With the power of AI in your legal tech tools, you can sort files rapidly and seamlessly without needing to manually examine them. The range of assistance offered by legal-focused generative AI improves the law firm’s or in-house legal department’s output by facilitating the legal professional’s ability to apply their higher-level expertise to the work at hand. 

 

Consider the value of AI-enhanced legal research technology. 

Generative AI provides a jumpstart on legal research by reducing the time legal professionals must spend sifting through and summarising content. These tools can produce in moments an informative version of research that would have previously taken hours or days.  

Lawyers can then apply their expertise to refining the results to ensure that the research output is high quality, thorough, and accurate.  
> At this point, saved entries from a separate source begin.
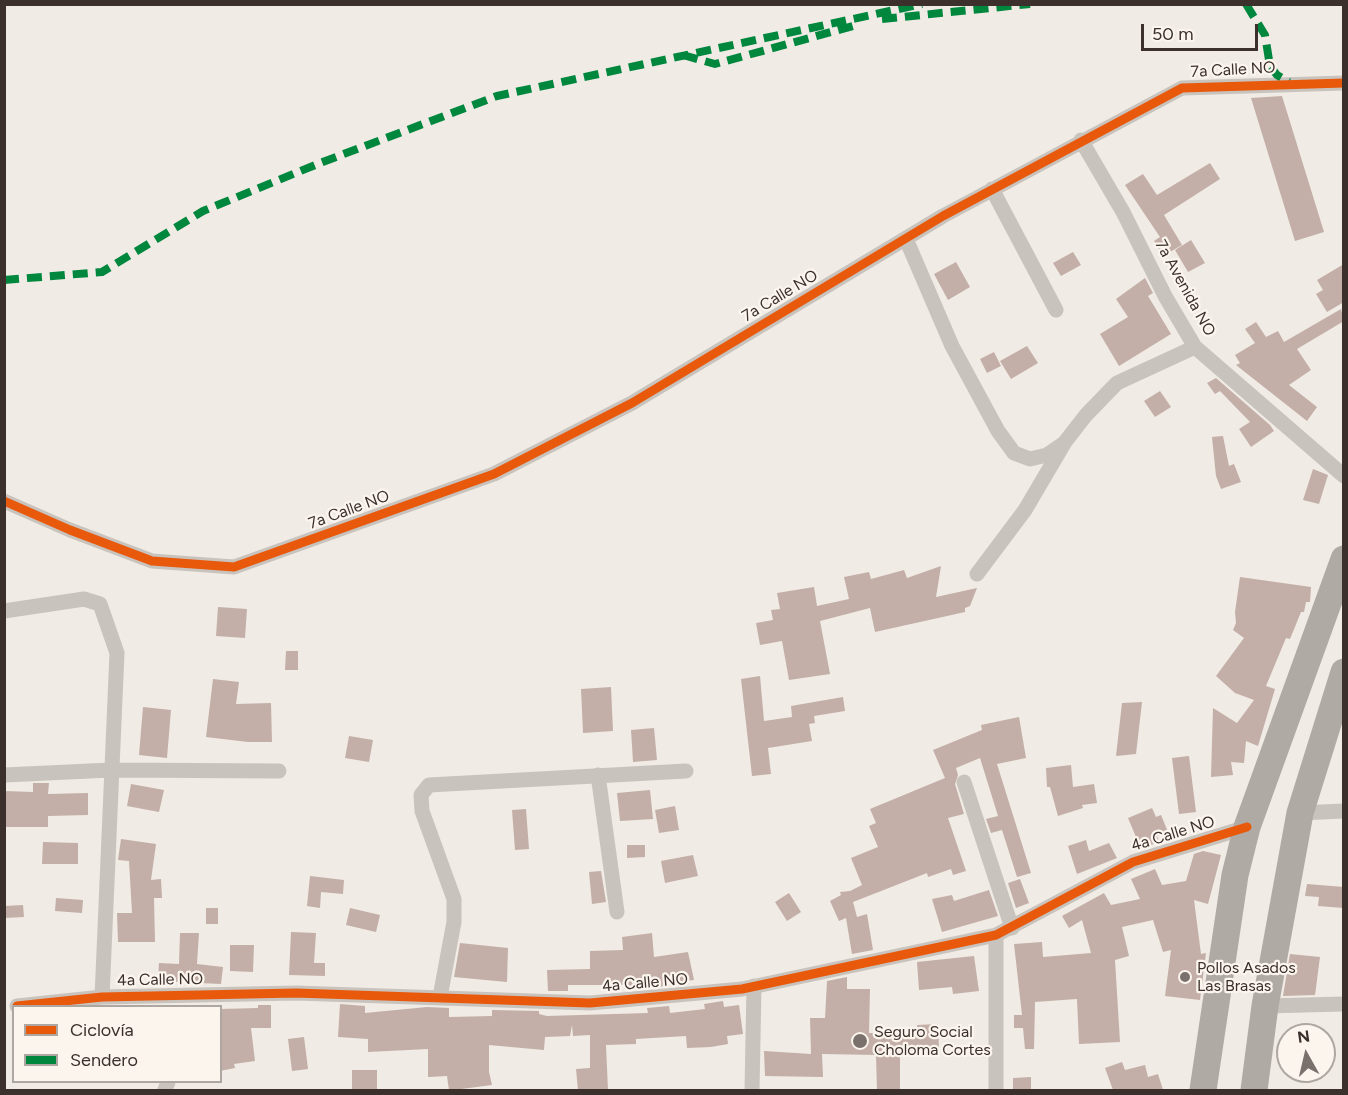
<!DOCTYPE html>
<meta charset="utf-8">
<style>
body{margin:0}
#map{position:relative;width:1348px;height:1095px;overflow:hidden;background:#f0ebe5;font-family:Figtree,sans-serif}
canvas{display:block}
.frame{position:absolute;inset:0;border:6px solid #3b302b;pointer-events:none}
.legend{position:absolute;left:12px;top:1005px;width:210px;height:78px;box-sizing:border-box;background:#fbf5ee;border:2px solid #aea6a0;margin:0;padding:8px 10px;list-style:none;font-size:18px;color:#3b302b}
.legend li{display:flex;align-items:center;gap:12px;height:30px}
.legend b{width:30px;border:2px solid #aea6a0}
.north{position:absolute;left:1276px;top:1023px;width:60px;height:60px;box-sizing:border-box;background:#fbf5ee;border:2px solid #aea6a0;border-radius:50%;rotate:352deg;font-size:16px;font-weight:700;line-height:24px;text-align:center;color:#3b302b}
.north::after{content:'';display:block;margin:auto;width:21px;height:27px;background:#7a716c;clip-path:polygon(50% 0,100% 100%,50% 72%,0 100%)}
.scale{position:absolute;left:1141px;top:24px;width:117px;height:27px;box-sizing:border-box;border:3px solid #3b302b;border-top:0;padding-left:8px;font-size:18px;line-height:21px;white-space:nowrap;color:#3b302b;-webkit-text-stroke:4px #fbf5ee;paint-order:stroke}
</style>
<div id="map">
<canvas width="1348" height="1095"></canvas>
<div class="frame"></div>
<ul class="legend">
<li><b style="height:8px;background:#e8590c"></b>Ciclovía</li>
<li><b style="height:8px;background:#00873e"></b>Sendero</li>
</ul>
<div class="north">N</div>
<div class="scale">50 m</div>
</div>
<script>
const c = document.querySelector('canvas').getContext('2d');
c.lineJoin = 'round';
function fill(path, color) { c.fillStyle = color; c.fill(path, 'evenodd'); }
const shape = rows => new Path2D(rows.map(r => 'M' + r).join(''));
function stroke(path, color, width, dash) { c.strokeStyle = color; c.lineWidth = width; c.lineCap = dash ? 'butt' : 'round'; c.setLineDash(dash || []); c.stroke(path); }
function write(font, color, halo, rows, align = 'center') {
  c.font = font + ' Figtree,sans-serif'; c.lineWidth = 4.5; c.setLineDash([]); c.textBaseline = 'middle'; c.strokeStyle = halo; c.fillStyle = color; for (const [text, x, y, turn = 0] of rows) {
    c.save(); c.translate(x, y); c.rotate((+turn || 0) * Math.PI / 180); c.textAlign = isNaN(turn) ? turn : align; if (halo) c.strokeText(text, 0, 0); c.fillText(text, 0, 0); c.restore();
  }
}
const building = shape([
 [1282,96,1324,232,1295,241,1251,98],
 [1210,163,1220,179,1164,215,1182,245,1163,256,1154,241,1160,237,1125,185,1143,174,1157,195],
 [1191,240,1205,263,1188,272,1175,250],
 [1073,252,1081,265,1061,276,1053,263],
 [956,262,970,287,948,300,934,274],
 [1344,264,1344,302,1327,312,1316,294,1323,290,1317,280],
 [1145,278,1153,293,1148,296,1171,334,1119,366,1100,334,1128,317,1116,299],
 [1341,309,1344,321,1297,349,1311,370,1289,385,1317,407,1307,421,1236,365,1240,363,1235,355,1255,343,1245,329,1256,322,1266,337,1278,331,1284,342],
 [1027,346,1038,363,1011,379,1000,361],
 [994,352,1001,366,987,373,980,359],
 [1216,378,1270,425,1274,431,1251,447,1239,429,1250,422,1220,391,1215,394,1207,383],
 [1160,391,1171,407,1155,417,1144,401],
 [1223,436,1229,466,1234,464,1241,482,1221,489,1216,476,1212,437],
 [1313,469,1328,475,1319,504,1303,500],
 [941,566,936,597,977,588,970,606,965,608,965,612,875,632,870,608,820,621,830,674,789,680,782,641,760,645,756,623,773,620,771,610,780,609,777,593,814,587,817,606,849,599,844,577,869,572,871,579,904,570,907,578],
 [1240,577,1311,587,1310,602,1306,602,1304,612,1301,612,1290,639,1286,638,1266,686,1275,689,1258,746,1246,741,1244,763,1231,762,1233,775,1211,777,1213,708,1237,723,1254,700,1235,693,1216,676,1244,638,1233,630,1236,623,1235,612],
 [218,607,247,609,245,638,216,636],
 [286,651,298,651,298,670,285,670],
 [760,676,764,721,792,717,791,706,843,697,845,711,814,716,815,723,809,724,812,741,768,748,771,774,752,776,741,679],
 [213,679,239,682,236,704,271,703,272,742,248,742,206,737],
 [611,687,613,731,583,733,581,689],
 [1142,702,1136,754,1116,756,1122,703],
 [143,707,171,710,167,758,139,755],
 [1019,717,1026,758,997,764,1031,873,1017,877,1002,830,991,833,986,819,998,816,980,758,956,768,958,775,955,784,964,814,948,818,966,871,953,875,951,869,928,877,927,873,853,902,857,917,867,914,873,950,852,954,846,918,839,921,830,901,841,895,840,892,850,891,862,885,851,858,878,847,869,826,876,823,870,809,945,778,933,750,982,730,981,725],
 [654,728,657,760,633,762,631,730],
 [349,736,373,740,369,762,345,758],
 [1189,756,1196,812,1179,814,1172,758],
 [1071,765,1073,787,1094,784,1097,803,1082,805,1083,808,1058,816,1050,787,1047,787,1046,768],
 [33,783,49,783,48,794,88,793,88,815,48,816,48,827,4,827,4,791,33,792],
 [131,784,164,790,159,812,127,806],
 [650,790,653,819,620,821,617,793],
 [675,806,679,830,659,833,655,810],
 [1152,808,1156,817,1161,815,1168,832,1157,836,1159,842,1141,849,1128,818],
 [526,809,529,849,515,850,512,810],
 [121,839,156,844,151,880,161,879,162,898,154,898,155,942,118,942,117,913,132,913,129,861,118,860],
 [1086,840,1089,851,1109,843,1117,858,1077,874,1068,846],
 [43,842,78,843,78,864,42,864],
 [627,845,645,845,645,857,627,858],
 [1203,851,1221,855,1208,904,1194,900,1201,954,1206,953,1200,1000,1165,996,1171,950,1163,952,1153,920,1122,927,1129,956,1115,960,1120,1042,1079,1044,1077,999,1035,1002,1034,1049,1025,1049,1023,1028,1014,1028,1014,1015,1022,1015,1014,944,1042,942,1043,957,1091,953,1082,920,1069,928,1062,916,1104,893,1111,905,1140,899,1131,879,1155,869,1162,885,1186,881,1194,854],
 [693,855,698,876,665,883,661,861],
 [601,871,606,902,592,904,589,872],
 [310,876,344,880,343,894,321,892,320,908,307,906],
 [1020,879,1029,903,1016,908,1008,883],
 [1307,884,1344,887,1344,908,1318,906,1319,897,1305,896],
 [989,890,998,916,942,932,932,899,952,895,954,901],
 [789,893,801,912,787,921,775,902],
 [56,898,83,900,82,913,55,911],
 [23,905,24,917,4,918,4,906],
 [206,908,218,908,218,924,206,924],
 [350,908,380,915,376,932,346,925],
 [291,932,316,933,314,963,325,963,325,976,289,975],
 [180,933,199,933,197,964,223,967,221,984,158,981,159,963,179,964],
 [652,933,654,957,688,952,694,980,665,983,666,986,624,989,624,985,568,985,568,991,548,991,547,970,590,969,590,951,623,950,622,937],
 [460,943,508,948,507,982,454,977],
 [230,945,254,945,253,972,230,971],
 [1290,954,1320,957,1315,995,1283,996],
 [974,956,979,991,953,994,952,987,919,990,917,962],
 [847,977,847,989,870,989,869,1033,918,1033,917,1025,938,1024,939,1049,900,1052,900,1090,877,1090,876,1055,822,1054,823,1077,765,1076,764,1051,811,1054,810,1018,825,1018,827,981],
 [723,1001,724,1007,739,1005,743,1034,727,1036,728,1044,711,1047,687,1048,686,1036,636,1039,636,1044,606,1045,608,1090,578,1090,576,1069,590,1068,590,1035,573,1036,572,1025,570,1036,545,1037,544,1050,489,1045,489,1072,492,1085,454,1090,449,1090,447,1076,428,1077,428,1049,368,1052,368,1039,338,1037,340,1004,365,1006,365,1013,427,1007,449,1008,449,1017,492,1016,492,1010,539,1011,539,1014,547,1016,648,1013,647,1008,669,1006,670,1013,705,1009,704,1004],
 [258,1005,271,1005,271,1028,251,1028,255,1061,234,1064,235,1068,220,1071,220,1009,258,1008],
 [304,1037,308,1069,292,1071,288,1039],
 [1122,1062,1125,1070,1145,1065,1148,1077,1158,1074,1163,1090,1113,1090,1105,1068],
 [352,1070,377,1070,377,1090,352,1090],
 [1031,1077,1031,1090,1013,1090,1013,1078]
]);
const street = shape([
 [1081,140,1123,212,1165,296,1195,347,1344,476],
 [992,189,1056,310],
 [906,239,952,346,998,431,1014,453,1030,459,1047,455,1063,444],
 [4,501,70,530,152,561,234,567,494,474,632,403,943,216,1182,88,1344,83],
 [977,574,1025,510,1065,442,1086,415,1117,383,1195,347],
 [4,611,84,599,100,604,117,653,102,997],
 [4,775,111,770,279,771],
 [598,775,617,912],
 [964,782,1012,928],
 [1300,813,1344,811],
 [996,935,996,1090],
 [440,997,454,922,454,899,422,811,421,795,429,785,686,771],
 [17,1006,102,997,296,993,590,1003,742,989,996,935,1133,862,1247,827],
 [1265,1006,1344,1004],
 [165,1090,168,1082],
 [752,1090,754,986]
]);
const highway = shape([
 [1203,1090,1235,875,1247,827,1344,559],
 [1254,1090,1265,1006,1300,813,1344,672]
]);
const quiet = shape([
 [1246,4,1265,35,1270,66,1277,75,1289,82],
 [882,19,1030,4],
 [683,55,715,64,853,26],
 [4,280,102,272,203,211,320,163,497,96,922,4]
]);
const cycleway = shape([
 [4,501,70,530,152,561,234,567,494,474,632,403,943,216,1182,88,1344,83],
 [17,1006,102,997,296,993,590,1003,742,989,996,935,1133,862,1247,827]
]);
const markers = [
 [1185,977,6,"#7a716c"],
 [860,1041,8,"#7a716c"]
];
const streetNames = [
 ["7a Calle NO",1233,70,-3],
 ["7a Avenida NO",1185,288,61],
 ["7a Calle NO",780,296,-31],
 ["7a Calle NO",349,510,-20],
 ["4a Calle NO",1173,834,-17],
 ["4a Calle NO",160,980,-1],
 ["4a Calle NO",645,983,-5]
];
const poiNames = [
 ["Pollos Asados",1197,968],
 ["Las Brasas",1197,986],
 ["Seguro Social",874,1032],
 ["Choloma Cortes",874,1050]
];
fill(building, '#c3afa7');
stroke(street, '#c9c3be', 15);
stroke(highway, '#afaaa4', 27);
stroke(quiet, '#00873e', 8, [15, 8]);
stroke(cycleway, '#e8590c', 9);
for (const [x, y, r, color] of markers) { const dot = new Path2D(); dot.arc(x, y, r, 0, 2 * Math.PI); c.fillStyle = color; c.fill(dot); stroke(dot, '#fbf5ee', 2); }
write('16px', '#3b302b', '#fbf5ee', streetNames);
write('16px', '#3b302b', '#fbf5ee', poiNames, 'left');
</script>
“For any of the tasks that lawyers do on a regular basis or that administrative professionals supporting the legal industry do on a regular basis, this technology allows them to do those things faster and to create a starting point much earlier in the process.”  

– Zena Applebaum, Global VP, Product Marketing for Research Products for Thomson Reuters 

 

Streamlined M&A due diligence  

M&A due diligence is a tedious task that limits your time and ability to innovate and creatively problem-solve. Using legal AI tools for analysis and review of documents saves time and allows you to focus on more valuable pursuits, which facilitates enhanced creativity and allows you to focus exclusively on the tasks that only a person can handle – the job you were trained to do and the job you are passionate about.   

 

Improved knowledge management 

Generative AI can help legal teams stay organised and share information via cross-functional tools. Better and faster methods of saving, indexing, identifying, and disseminating lawyers’ prior work and collective expertise helps legal firms and departments solve legal and business problems more effectively. 

 

Enhanced onboarding and learning 

Legal-focused generative AI tools help users get up to speed quickly without extensive training, whether they are new to a firm or gaining knowledge about an unfamiliar area of law.  

These tools also help users learn new skills in a hands-on way as they work, reducing the need for as many formalised skill-development interventions, saving time and money. 

 

Those unfamiliar with a given area of law may struggle to know where to start or which language is most applicable in searching for resources.  

Generative AI tools that can be prompted using plain-language queries allow users to access faster answers to complicated legal questions and rapidly organise information and precedents that can help them develop successful arguments.   

 

Trustworthy security and privacy 

A professional legal AI tool licensed to a particular institution or firm provides a far more secure work ecosystem than a public-facing tool with few or no data controls. While legal professionals must always use caution regarding what data they use with AI tools, they can input a range of proprietary data with far less risk in a tool that has been designed specifically for legal professionals.  

Additionally, since legal-specific generative AI tools are trained on high-quality legal content, law firms, and in-house legal departments can be confident that their output will be more trustworthy and accurate than other large language models.